What Reed's expenses defeat means for temps

It is agencies and clients who are taking steps in light of Reed losing its expenses claim, but checking that a contract is truly overarching and has mutual obligations in gaps between assignments is a job contractors can do too, writes Lucy Smith of Contractor Umbrella.

Unfortunately for all parties, it is not clear at this time what would suffice in relation to mutual obligations in the gaps between assignments, although there are a few clues.

Overarching contract: the four ‘must- haves’

In particular, HM Revenue & Customs said late last year that there must be a sufficient degree of control exercised over the worker -- the contractor -- by the employer.

The Revenue’s ESM2045 update also highlighted that a contract will not be an overarching employment contract purely as a result of the inclusion of a clause providing for a guaranteed minimum number of hours in any 12-month period.

So to reiterate, for a contract to be overarching -- and therefore allowing of tax relief on travel and subsistence expenses -- there must be:

  1. Mutual obligations during the gaps between assignments; and
  2. More than just a clause guaranteeing a minimum number of hours, and
  3. A significant degree of control exercised over the worker.

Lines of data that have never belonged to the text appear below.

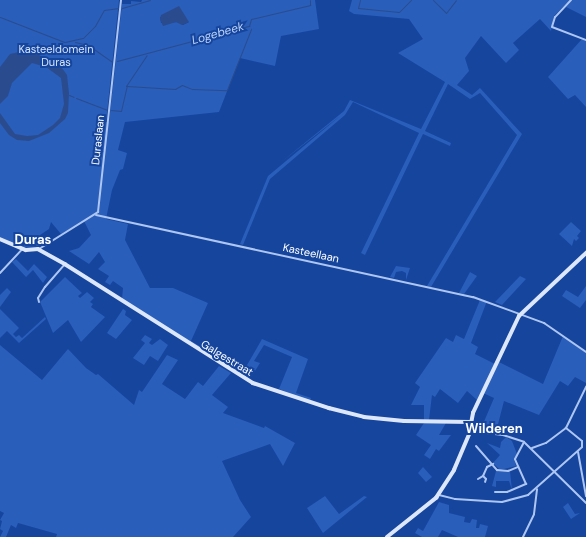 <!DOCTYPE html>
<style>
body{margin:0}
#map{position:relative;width:586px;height:537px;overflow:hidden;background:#16459d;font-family:"DM Sans",sans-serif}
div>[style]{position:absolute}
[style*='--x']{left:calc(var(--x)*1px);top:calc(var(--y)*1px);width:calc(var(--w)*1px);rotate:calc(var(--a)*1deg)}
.green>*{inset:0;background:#295ebb}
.water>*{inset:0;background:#2a4c8e}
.stream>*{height:1px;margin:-0.5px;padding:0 0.5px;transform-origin:0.5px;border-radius:0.5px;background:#2a4c8e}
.street>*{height:2px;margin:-1px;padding:0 1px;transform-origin:1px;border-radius:1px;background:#adc6f3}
.secondary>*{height:3.5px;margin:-1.75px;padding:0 1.75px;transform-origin:1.75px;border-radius:1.75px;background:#dce7fc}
span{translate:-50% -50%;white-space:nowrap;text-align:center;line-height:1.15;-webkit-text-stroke:4px #16459d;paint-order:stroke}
.park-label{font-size:11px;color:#d5e4fd}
.street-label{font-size:11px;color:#fff}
.water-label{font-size:12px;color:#bad1f9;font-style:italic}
.quarter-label{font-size:13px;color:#fff;font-weight:700}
</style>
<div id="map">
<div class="green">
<div style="clip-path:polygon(evenodd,0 0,119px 0,106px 122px,109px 122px,122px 4px,131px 4px,131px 1px,141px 2px,142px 0,315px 0,319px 29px,281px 36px,275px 66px,240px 58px,219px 112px,125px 122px,118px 150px,127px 153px,123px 169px,120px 170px,112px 190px,106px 219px,128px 224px,125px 240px,150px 288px,173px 288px,208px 303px,191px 341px,243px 372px,262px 339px,308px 359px,296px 393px,311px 398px,310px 401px,279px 389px,292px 357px,264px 345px,254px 361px,260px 363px,250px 379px,244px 378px,122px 299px,123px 288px,113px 281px,110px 285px,105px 282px,109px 276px,98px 269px,105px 262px,99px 252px,89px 264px,69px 251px,79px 248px,91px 235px,84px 221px,61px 234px,51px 222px,49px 229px,40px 235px,40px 246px,23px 247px,27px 239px,22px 236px,17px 245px,0 237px,0 0,160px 17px,189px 22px,183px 25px,179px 22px,161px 23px,160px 17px)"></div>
<div style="clip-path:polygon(352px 0,570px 0,554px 16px,551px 31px,540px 19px,513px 43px,519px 50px,506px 63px,481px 36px,465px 58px,469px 71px,457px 85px,472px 95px,480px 88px,522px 134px,431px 287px,427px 286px,517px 135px,480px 93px,470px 99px,448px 84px,425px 131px,451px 143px,450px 146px,423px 134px,365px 255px,361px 253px,419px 133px,353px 102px,345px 115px,270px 179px,243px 245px,240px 244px,268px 176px,340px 116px,280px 163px,344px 111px,350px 100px,421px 129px,445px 82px,398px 53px,423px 39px,409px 19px,354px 14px,349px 11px)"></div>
<div style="clip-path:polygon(572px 0,586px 0,586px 17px,566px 7px)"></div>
<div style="clip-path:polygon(582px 39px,586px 41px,586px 107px,575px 95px,568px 99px,548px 77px)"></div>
<div style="clip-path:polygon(571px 222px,581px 231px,577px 236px,579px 238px,576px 241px,574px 239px,572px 246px,559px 234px)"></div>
<div style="clip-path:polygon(16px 259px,28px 271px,34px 264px,47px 277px,43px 283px,33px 270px,26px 277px,12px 262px)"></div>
<div style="clip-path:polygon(396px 266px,410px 268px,406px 280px,406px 273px,402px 271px,396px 272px,394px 278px,390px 277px)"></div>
<div style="clip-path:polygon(470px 272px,477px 276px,464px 294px,459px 293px)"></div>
<div style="clip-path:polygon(520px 276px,526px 279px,502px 305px,495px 302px)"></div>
<div style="clip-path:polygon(65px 277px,82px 293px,78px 296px,80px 298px,87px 292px,94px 298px,90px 302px,93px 304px,91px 307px,105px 317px,81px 342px,68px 320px,53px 333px,40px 302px)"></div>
<div style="clip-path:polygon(586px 286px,586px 300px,580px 308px,562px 296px,566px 290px,578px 297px)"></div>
<div style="clip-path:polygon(7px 288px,11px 292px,0 307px,0 295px)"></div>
<div style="clip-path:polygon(480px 300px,487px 301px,471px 343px,478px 347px,475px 354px,495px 364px,477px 400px,467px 391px,458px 403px,440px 389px,435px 397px,432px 395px,429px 420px,424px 420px,424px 405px,411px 405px,420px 387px,415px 383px,446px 338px,453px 342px,456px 335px,464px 339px)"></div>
<div style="clip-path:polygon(0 309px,19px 328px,13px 334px,16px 337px,19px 335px,22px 338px,45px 317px,46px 319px,19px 343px,7px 331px,0 338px)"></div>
<div style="clip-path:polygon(123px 309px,126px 311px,125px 315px,132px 320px,116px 339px,107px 333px)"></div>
<div style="clip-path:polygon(145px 335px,152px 339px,149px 343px,152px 345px,160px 339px,168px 345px,158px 361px,150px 356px,144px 365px,133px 358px,145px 343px,141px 340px)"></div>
<div style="clip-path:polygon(563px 336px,586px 353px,586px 383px,575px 377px,568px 386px,560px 381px,539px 415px,504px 401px,496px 432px,480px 431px,494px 398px,483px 393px,499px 362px,543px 384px)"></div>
<div style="clip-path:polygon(0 345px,42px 380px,68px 349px,86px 368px,96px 375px,98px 374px,134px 405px,139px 390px,142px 392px,167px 355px,178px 360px,162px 384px,185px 399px,198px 382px,203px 386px,219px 366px,231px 373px,212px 395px,228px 407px,223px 413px,264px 428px,265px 426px,295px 443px,283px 466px,270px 444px,222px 461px,240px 500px,251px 517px,233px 537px,56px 537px,57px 534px,18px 523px,16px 528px,11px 525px,6px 537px,0 537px,3px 531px,0 529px,2px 521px,0 520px,4px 513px,0 511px)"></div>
<div style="clip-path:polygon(424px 423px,446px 423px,439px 435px,451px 435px,439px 451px,436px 449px,430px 459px,424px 455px,431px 445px,416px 435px)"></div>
<div style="clip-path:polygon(506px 437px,512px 441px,517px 454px,514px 459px,516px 466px,500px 470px,493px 463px,500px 455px,487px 443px,500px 448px,501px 442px)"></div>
<div style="clip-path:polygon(423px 467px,432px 477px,426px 482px,418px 473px)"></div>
<div style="clip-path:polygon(496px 471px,510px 471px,512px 490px,509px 481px,496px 481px,496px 487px,492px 486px)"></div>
<div style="clip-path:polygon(325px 496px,339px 514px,364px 496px,367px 497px,323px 533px,307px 508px)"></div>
<div style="clip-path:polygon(439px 502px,449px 505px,449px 513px,465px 517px,464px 522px,470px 523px,472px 519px,477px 520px,476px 528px,479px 528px,480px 524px,488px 526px,485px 537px,458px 537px,442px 530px,438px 537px,422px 537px,415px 533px,418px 528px,423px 531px)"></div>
<div style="clip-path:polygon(568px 503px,575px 514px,580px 513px,571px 519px,563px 507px)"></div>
</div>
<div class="water">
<div style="clip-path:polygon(179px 6px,189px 22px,182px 25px,176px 22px,163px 26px,160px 19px,161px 15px)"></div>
<div style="clip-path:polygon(24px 51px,39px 55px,62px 68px,67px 75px,69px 93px,68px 113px,65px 119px,49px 133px,29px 141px,17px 140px,9px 135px,0 123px,0 113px,15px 134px,27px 136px,38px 135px,53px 125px,60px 118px,64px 104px,61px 78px,46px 67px,32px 63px,12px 83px,8px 96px,0 104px,0 67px,10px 54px)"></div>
</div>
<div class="stream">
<div style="--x:360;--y:0;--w:8;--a:104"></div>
<div style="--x:358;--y:8;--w:41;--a:5.6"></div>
<div style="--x:399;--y:12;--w:17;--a:-45"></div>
<div style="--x:433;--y:0;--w:18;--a:45"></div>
<div style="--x:446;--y:13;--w:16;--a:-52"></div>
<div style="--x:122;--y:8;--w:29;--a:-16"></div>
<div style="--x:0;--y:17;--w:69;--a:21.3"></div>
<div style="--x:65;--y:42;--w:18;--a:-13"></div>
<div style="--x:83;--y:38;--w:17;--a:-45"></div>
<div style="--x:95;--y:26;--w:18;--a:-61"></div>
<div style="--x:104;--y:10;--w:15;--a:-8"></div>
<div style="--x:75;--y:42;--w:13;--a:13"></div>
<div style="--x:88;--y:45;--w:29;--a:35"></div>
<div style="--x:117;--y:61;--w:137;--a:-14.9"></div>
<div style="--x:249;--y:26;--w:7;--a:-74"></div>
<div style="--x:251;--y:19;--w:61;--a:-13.3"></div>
<div style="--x:310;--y:5;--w:5;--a:-90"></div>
<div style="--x:126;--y:86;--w:37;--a:-56"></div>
<div style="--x:69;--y:95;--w:5;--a:22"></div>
<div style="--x:76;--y:98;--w:33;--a:21"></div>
<div style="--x:111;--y:110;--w:10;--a:6"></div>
<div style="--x:121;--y:111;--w:26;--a:-77"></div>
<div style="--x:127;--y:86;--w:48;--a:3.6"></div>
<div style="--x:175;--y:89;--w:8;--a:-30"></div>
<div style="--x:182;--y:85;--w:11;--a:22"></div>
<div style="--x:192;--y:89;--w:35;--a:2"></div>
<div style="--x:227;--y:90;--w:66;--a:-68.5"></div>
</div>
<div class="street">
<div style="--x:571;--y:0;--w:23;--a:133"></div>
<div style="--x:555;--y:17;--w:10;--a:107"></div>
<div style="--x:552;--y:27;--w:36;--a:21"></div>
<div style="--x:96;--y:215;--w:386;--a:12.3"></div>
<div style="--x:473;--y:297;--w:76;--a:20.1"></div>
<div style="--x:544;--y:323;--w:51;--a:34.6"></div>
<div style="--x:39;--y:249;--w:70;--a:-32.1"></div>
<div style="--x:98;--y:212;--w:213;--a:-83.8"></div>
<div style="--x:0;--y:273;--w:33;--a:-47"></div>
<div style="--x:39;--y:302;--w:4;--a:-104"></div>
<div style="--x:38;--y:298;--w:13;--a:-58"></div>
<div style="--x:45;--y:287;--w:30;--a:-49"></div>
<div style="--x:566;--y:428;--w:46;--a:-64"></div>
<div style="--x:470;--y:431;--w:33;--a:7"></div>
<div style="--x:503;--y:435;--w:22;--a:18"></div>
<div style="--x:524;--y:442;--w:87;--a:44.5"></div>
<div style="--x:476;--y:446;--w:32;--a:49"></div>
<div style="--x:497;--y:470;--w:11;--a:5"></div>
<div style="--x:508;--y:471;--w:11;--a:-22"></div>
<div style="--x:532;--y:448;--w:15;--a:-20"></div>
<div style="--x:546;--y:443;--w:25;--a:-37"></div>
<div style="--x:578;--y:452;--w:45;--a:79.7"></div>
<div style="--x:483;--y:476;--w:10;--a:-66"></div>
<div style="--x:487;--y:467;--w:7;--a:-27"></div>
<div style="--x:478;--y:479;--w:6;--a:-31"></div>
<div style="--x:483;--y:476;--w:4;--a:45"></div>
<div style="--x:486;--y:479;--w:3;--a:108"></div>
<div style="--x:495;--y:492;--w:12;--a:0"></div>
<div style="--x:507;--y:492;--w:21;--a:-23"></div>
<div style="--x:526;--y:484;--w:27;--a:-114"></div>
<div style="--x:515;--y:459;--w:19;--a:-62"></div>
<div style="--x:439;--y:495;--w:16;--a:14"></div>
<div style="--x:455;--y:499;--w:47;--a:3.7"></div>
<div style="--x:502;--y:502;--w:27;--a:-15"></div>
<div style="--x:528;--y:495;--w:72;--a:-41.6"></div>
<div style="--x:582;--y:447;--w:6;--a:-90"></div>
<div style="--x:582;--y:441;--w:21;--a:-141"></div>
<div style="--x:523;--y:537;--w:25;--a:-64"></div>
<div style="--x:534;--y:514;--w:25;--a:-83"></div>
</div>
<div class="secondary">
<div style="--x:0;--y:239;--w:28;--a:23"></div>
<div style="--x:26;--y:250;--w:12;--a:-5"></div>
<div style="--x:38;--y:249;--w:31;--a:29"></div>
<div style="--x:65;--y:264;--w:222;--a:32.3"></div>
<div style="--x:253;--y:383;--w:80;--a:18.2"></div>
<div style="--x:329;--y:408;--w:36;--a:14"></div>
<div style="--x:364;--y:417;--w:40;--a:5.7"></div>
<div style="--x:404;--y:421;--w:67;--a:0.9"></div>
<div style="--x:387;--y:537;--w:63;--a:-38.5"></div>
<div style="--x:436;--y:498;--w:33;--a:-57"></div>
<div style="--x:454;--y:470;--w:39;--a:-67"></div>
<div style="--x:469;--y:434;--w:21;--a:-79"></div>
<div style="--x:473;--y:413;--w:107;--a:-64.6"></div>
<div style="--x:519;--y:316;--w:92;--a:-43.2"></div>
</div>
<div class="park-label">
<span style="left:56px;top:56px">Kasteeldomein<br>Duras</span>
</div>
<div class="street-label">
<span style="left:98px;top:140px;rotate:-84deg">Duraslaan</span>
<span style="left:311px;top:253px;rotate:12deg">Kasteellaan</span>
<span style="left:227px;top:358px;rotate:31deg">Galgestraat</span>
</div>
<div class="water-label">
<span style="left:218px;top:34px;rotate:-16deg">Logebeek</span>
</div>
<div class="quarter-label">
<span style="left:33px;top:240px">Duras</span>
<span style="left:494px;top:429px">Wilderen</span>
</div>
</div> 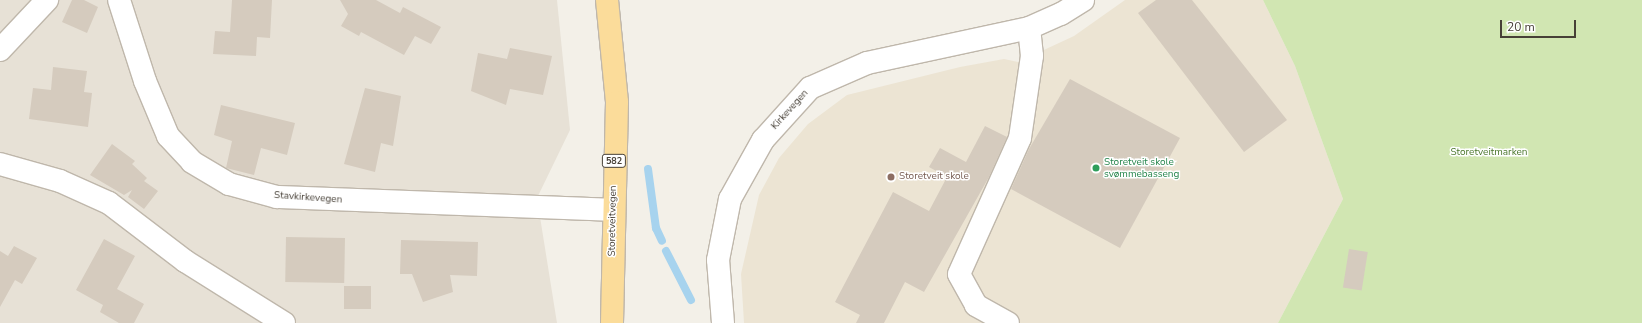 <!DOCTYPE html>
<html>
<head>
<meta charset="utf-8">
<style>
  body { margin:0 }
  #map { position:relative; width:1642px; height:323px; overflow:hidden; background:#f3f0e8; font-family:"Nunito Sans",sans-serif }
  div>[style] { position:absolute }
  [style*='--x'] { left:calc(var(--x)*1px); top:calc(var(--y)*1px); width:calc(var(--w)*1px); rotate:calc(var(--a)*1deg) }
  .residential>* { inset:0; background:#e7e1d6 }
  .education>* { inset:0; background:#ece4d3 }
  .green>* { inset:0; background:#d1e6b2 }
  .stream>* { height:8px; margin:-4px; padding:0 4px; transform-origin:4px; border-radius:4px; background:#a7d3ee }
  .building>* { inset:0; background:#d5cbbe; transform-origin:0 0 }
  .roads { filter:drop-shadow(1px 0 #bfb7ab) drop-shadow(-1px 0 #bfb7ab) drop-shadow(0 1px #bfb7ab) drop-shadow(0 -1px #bfb7ab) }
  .minor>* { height:22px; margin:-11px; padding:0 11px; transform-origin:11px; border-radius:11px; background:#fff }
  .major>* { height:22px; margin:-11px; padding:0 11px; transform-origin:11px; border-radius:11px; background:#fbdc9a }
  .dots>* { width:11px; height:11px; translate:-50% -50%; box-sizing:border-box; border:2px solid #fff; border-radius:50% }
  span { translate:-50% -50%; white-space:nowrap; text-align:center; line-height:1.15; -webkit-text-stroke:3px #fff; paint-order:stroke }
  .shield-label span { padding:1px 3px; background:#fff; border:1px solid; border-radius:3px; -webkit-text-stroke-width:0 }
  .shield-label { font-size:9px; color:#474037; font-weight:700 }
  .street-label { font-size:10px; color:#474037 }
  .park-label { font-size:10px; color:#4b772c }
  .leisure-label { font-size:10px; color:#27864d }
  .left { translate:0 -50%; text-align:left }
  .education-label { font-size:10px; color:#785e54 }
  .scale { position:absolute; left:1500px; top:20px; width:76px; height:18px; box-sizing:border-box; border:2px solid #474037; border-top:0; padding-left:5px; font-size:12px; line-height:14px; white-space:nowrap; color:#474037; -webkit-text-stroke:3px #fff; paint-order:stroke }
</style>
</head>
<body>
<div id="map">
  <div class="residential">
    <i style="clip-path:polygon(0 0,557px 0,570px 130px,537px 198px,557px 323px,0 323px)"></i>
  </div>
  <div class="education">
    <i style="clip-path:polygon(1125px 0,1263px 0,1295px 66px,1343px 199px,1278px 323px,744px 323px,741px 274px,759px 195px,779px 158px,808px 124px,847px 95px,960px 67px,1004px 59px,1018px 62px,1074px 36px)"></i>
  </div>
  <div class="green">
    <i style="clip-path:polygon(1263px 0,1642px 0,1642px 323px,1278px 323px,1343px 199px,1295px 66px)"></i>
  </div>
  <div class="stream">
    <i style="--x:648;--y:169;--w:60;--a:82.3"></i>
    <i style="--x:656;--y:228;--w:14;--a:65"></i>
    <i style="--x:666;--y:251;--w:55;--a:63"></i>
  </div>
  <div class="building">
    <i style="clip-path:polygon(72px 0,84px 0,98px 7px,87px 33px,62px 22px)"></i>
    <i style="clip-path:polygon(232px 0,272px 0,270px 38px,257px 37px,256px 56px,213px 54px,215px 31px,230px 32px)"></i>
    <i style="clip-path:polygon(340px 0,376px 0,400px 13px,403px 7px,441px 27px,431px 44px,415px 36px,404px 55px,361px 32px,359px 36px,341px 26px,348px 14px)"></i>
    <i style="clip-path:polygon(1156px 0,1192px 0,1287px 120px,1244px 152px,1138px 13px)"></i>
    <i style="clip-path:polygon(510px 48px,552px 56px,543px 95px,510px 89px,506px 105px,471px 91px,478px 53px,507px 59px)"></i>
    <i style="clip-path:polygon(53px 67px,87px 71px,84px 92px,92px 93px,88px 127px,29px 119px,33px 88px,51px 90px)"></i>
    <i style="clip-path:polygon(1070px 79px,1180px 138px,1120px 248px,1011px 189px,1029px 149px)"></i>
    <i style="clip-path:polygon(365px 88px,401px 96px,393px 146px,381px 143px,375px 172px,344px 164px)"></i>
    <i style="clip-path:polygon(221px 105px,295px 123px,287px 155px,261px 148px,254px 175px,226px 168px,232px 141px,214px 135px)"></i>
    <i style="clip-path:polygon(985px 126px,1007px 137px,989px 177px,924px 292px,905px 282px,884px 323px,856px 323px,860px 315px,835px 302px,893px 192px,929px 211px,947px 177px,929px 167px,940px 148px,966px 162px)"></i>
    <i style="clip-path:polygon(112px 144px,135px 161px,132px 164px,147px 178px,144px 181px,158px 191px,144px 209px,128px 197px,132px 190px,124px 195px,90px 175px)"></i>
    <i style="left:286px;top:237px;width:59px;height:45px;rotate:1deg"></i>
    <i style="clip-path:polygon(104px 239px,135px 256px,117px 289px,144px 304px,134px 323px,119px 323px,100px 312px,103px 305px,76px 290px)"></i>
    <i style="clip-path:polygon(401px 240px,478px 242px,477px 276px,450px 275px,453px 292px,423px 302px,412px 274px,400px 274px)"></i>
    <i style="clip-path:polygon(14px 246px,37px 258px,22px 284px,15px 280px,0 307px,0 251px,8px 256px)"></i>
    <i style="left:1349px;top:249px;width:19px;height:39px;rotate:9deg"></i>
    <i style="left:344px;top:286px;width:27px;height:23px"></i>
  </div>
  <div class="roads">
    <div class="minor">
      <i style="--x:119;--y:0;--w:85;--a:72.2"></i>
      <i style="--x:145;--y:81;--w:60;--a:67.3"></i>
      <i style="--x:168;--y:136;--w:35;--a:47"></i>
      <i style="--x:192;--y:162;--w:43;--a:30.7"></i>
      <i style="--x:229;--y:184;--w:50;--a:15.2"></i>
      <i style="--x:277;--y:197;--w:335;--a:2.2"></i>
      <i style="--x:0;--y:50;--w:69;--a:-46.8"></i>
      <i style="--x:0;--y:164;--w:62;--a:15.8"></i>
      <i style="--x:60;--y:181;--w:54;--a:24.2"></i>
      <i style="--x:109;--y:203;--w:96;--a:37.3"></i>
      <i style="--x:185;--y:261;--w:117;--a:32.1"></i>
      <i style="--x:723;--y:323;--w:63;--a:-94.5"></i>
      <i style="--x:718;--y:260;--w:62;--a:-78.9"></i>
      <i style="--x:730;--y:199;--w:68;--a:-60.8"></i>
      <i style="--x:763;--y:140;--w:70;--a:-47.9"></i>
      <i style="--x:810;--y:88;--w:62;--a:-23.7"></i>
      <i style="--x:867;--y:63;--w:166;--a:-12.2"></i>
      <i style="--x:1029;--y:28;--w:35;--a:-24"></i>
      <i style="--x:1061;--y:14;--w:26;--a:-32"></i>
      <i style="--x:1008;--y:323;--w:37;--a:-151"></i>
      <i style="--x:976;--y:305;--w:35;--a:-119"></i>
      <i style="--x:959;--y:274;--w:149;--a:-65.8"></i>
      <i style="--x:1020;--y:138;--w:83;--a:-81.7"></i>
      <i style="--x:1032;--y:56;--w:28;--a:-96"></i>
    </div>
    <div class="major">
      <i style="--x:607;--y:0;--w:102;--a:84.4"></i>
      <i style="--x:617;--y:102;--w:221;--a:91.3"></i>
    </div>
  </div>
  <div class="dots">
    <i style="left:1096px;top:168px;background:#2e9e5b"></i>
    <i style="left:891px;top:177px;background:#8d6e63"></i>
  </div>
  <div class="shield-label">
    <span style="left:614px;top:161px">582</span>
  </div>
  <div class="street-label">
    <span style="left:790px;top:110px;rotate:-48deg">Kirkevegen</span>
    <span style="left:308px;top:198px;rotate:4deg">Stavkirkevegen</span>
    <span style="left:613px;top:221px;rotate:-89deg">Storetveitvegen</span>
  </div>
  <div class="park-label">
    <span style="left:1489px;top:153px">Storetveitmarken</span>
  </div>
  <div class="leisure-label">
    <span class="left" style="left:1104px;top:168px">Storetveit skole<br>svømmebasseng</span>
  </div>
  <div class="education-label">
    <span class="left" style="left:899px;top:177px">Storetveit skole</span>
  </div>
  <div class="scale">20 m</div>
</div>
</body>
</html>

We can add a fourth criterion. So in addition to the above, for a contract to be truly overarching, other terms and conditions the umbrella company worker signs up to must be consistent with the contract being an employment contract. In other words, both the overarching contract of employment and the realities of its implementation in every day working practice must perfectly reflect each other.

HMRC V Reed Employment

In the Reed case, the taxman was vindicated as the Upper Tier Tribunal agreed with his assertion (backed by the First Tier Tribunal) that each assignment was a separate employment, meaning there was not enough mutuality of obligation (MOO) between assignments to make the contract overarching, under which each assignment would be a temporary workplace and would therefore be eligible for tax-free expenses.

We often say that where a truly overarching contract exists, the worker is agreeing to provide their skill and the employer in agreeing to pay for that skill, thus providing MOO throughout what should be a series of temporary assignments. This criterion (listed as number one, above) is essential in establishing an overarching contract as, without it, one cannot exist. It seems that this key area is a one which Reed was challenged and, for now, has lost.

Temps can’t do it by themselves

Crucially for contractors, however, it is not sufficient for there to be mutual obligations in the gaps between assignments either only on the part of the worker or only on the part of the employer. Put another way, there must be subsisting mutual obligations present in the gaps between assignments on both parties.

What tax inspectors look for

Interestingly, HMRC guidance on the subject of what actually constitutes an overarching contract has, until now, been perceived as debatable. But in light of Reed’s defeat, it can now be safely assumed that MOO must be shown to be in place further than just the time spent under assignment --- indeed, MOO must be prevalent for time spent out of assignment too.

Combined with HMRC’s update last year on the issue, we would go so far as to say that the tax authority currently believes that in order for a company to legitimately operate an overarching contract of employment, and therefore for travel and subsistence expenses to be allowable, the company must make some provision in the contract for pay between assignments and the control during such periods.

This means that such companies -- those providing travel and subsistence schemes for their workers – must have a truly over-arching contract in place that contains provisions relating to mutual obligations in the gaps between assignments.

The bigger picture doesn’t bode well for tax avoiders

It’s not just Reed’s defeat (which means the recruitment group faces a liability of up to £158m) that suggests complacency, or doing nothing, is unwise, In fact, the subject of tax avoidance is still a hot one as far as the government is concerned, evidenced by its ‘pay-up first’ avoidance rule and its crackdown on ‘false self-employment’ in the shape of the onshore intermediaries legislation. Bear in mind, HMRC thinks that what Reed did amounts to tax avoidance and now similar schemes could be pursued. This clearly is the time to ensure that your overarching contract is watertight and that what is written on it does actually get put into practice, professionally, daily and without exception by all parties concerned.